Sony Pictures Home Entertainment/Sony Pictures Home Entertainment . R4 . COLOR . 111 mins . M15+ . PAL

  Feature
Contract

With the huge global success of big obnoxious dance ‘n’ romance films like Flashdance and Dirty Dancing no doubt firmly in mind, the producers of Center Stage probably thought they were assembling a can’t-fail product. After all, their film was going to take the excitement and drama of those dance movies, but it was going to take its subject matter more seriously, in the style of Alan Parker’s Fame. That intended seriousness is reflected by the choice of director - English expatriate Nicholas Hytner who, aside from having directed “serious art” such as The Madness Of King George, also has some serious credentials as an opera director. What could possibly go wrong?

Center Stage tells the story of a group of fresh-faced and driven young female ballet students, accepted into a course at the prestigious (but fictional) American Ballet Academy. We know it’s prestigious, because every dance rehearsal room appears to be on the 40th floor of a building with spectacular views of the bustling New York below. These girls are very, very determined - and very, very thin, their starvation-diet look apparently as much a part of being an aspiring artiste as their standard-issue Star Trek-calibre head-hugging hairdos. Into this heady environment comes a wide-eyed and determined (but not quite as thin) girl named Jody, whose life-long dream is to become a ballerina in the American Ballet Company. Trouble begins, though, when she is told that she has the “wrong body type” for ballet (in other words, she’s shaped like a human being, who, err, eats). Trouble continues when she begins a relationship with the truculent Cooper (Ethan Stiefel), a star dancer turned instructor who’s having a spot of personal rivalry with his old mentor Jonathan, who was unkind enough to have pinched his girlfriend some time in the past. Woven around all this are some sub-plots - including the anorexia morality tale you knew was coming, which is resolved with impossible speed and ease and with a minimum of tears.

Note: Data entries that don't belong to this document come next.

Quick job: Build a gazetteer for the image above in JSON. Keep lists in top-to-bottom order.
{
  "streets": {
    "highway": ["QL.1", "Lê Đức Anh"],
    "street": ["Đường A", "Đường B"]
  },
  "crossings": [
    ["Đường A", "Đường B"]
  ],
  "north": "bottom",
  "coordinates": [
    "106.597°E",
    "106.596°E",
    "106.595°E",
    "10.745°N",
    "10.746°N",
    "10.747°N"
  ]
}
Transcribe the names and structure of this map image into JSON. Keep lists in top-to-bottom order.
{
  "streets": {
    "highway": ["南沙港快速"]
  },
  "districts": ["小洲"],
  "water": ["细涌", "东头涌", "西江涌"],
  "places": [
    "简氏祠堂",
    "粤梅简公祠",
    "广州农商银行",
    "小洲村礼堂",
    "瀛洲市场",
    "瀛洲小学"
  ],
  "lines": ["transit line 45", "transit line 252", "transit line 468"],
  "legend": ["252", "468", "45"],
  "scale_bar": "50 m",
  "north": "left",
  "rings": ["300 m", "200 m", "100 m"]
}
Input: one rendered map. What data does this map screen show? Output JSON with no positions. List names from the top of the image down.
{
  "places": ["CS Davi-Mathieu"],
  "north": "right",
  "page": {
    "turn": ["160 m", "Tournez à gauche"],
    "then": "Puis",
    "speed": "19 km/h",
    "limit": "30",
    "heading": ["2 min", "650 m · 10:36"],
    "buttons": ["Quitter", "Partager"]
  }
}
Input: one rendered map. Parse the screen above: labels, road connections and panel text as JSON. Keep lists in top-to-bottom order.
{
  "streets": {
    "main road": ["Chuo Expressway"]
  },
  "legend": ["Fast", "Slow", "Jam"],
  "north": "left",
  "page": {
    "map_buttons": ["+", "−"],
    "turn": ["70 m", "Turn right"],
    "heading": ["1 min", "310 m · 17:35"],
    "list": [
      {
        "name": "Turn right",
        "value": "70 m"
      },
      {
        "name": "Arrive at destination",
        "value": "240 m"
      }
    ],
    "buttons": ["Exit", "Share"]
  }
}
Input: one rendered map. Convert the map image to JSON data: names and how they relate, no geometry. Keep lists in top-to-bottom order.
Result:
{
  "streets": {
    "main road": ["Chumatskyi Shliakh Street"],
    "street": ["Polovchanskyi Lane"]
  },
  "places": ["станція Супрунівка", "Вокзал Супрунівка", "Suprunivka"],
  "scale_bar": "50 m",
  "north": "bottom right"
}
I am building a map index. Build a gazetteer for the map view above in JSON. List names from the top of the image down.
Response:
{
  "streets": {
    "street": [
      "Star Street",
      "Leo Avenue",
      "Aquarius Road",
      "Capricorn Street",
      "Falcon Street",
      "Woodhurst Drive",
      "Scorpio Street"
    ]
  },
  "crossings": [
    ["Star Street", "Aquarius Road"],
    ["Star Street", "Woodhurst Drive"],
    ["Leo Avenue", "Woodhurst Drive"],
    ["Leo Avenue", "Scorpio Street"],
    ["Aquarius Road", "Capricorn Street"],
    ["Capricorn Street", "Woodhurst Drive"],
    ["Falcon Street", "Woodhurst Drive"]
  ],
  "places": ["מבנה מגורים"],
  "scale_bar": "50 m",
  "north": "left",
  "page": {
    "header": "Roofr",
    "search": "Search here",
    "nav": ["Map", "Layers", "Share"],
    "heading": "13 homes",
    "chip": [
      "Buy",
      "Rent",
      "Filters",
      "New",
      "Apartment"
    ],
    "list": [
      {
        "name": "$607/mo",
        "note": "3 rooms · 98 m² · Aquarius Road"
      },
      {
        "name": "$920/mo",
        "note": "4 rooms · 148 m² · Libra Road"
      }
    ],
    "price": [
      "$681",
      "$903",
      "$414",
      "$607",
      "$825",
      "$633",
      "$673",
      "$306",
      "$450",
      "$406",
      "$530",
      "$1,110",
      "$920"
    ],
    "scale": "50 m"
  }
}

And then there are the dance sequences. While most of the girls aspire to do classical ballet (and do it to perfection), Jody soon finds that her true calling is in contemporary dance, which for the purposes of this film is defined as ballet set to rock music with plenty of up-close-and-personal rubbing of body parts and general sexual innuendo. The two styles face off against each other in the film’s climactic dance sequences, which work exceptionally well on a visceral level (as indeed do the other contemporary dance segments in the film) with the contemporary performance parallelling the dancers’ personal lives in a manner best described as Dirty Dancing meets West Side Story. There’s a quick spot of Latin bump ‘n’ grind included early in the film (because it’s “in” at the moment, we’re guessing), but it’s of little consequence and seems superfluous.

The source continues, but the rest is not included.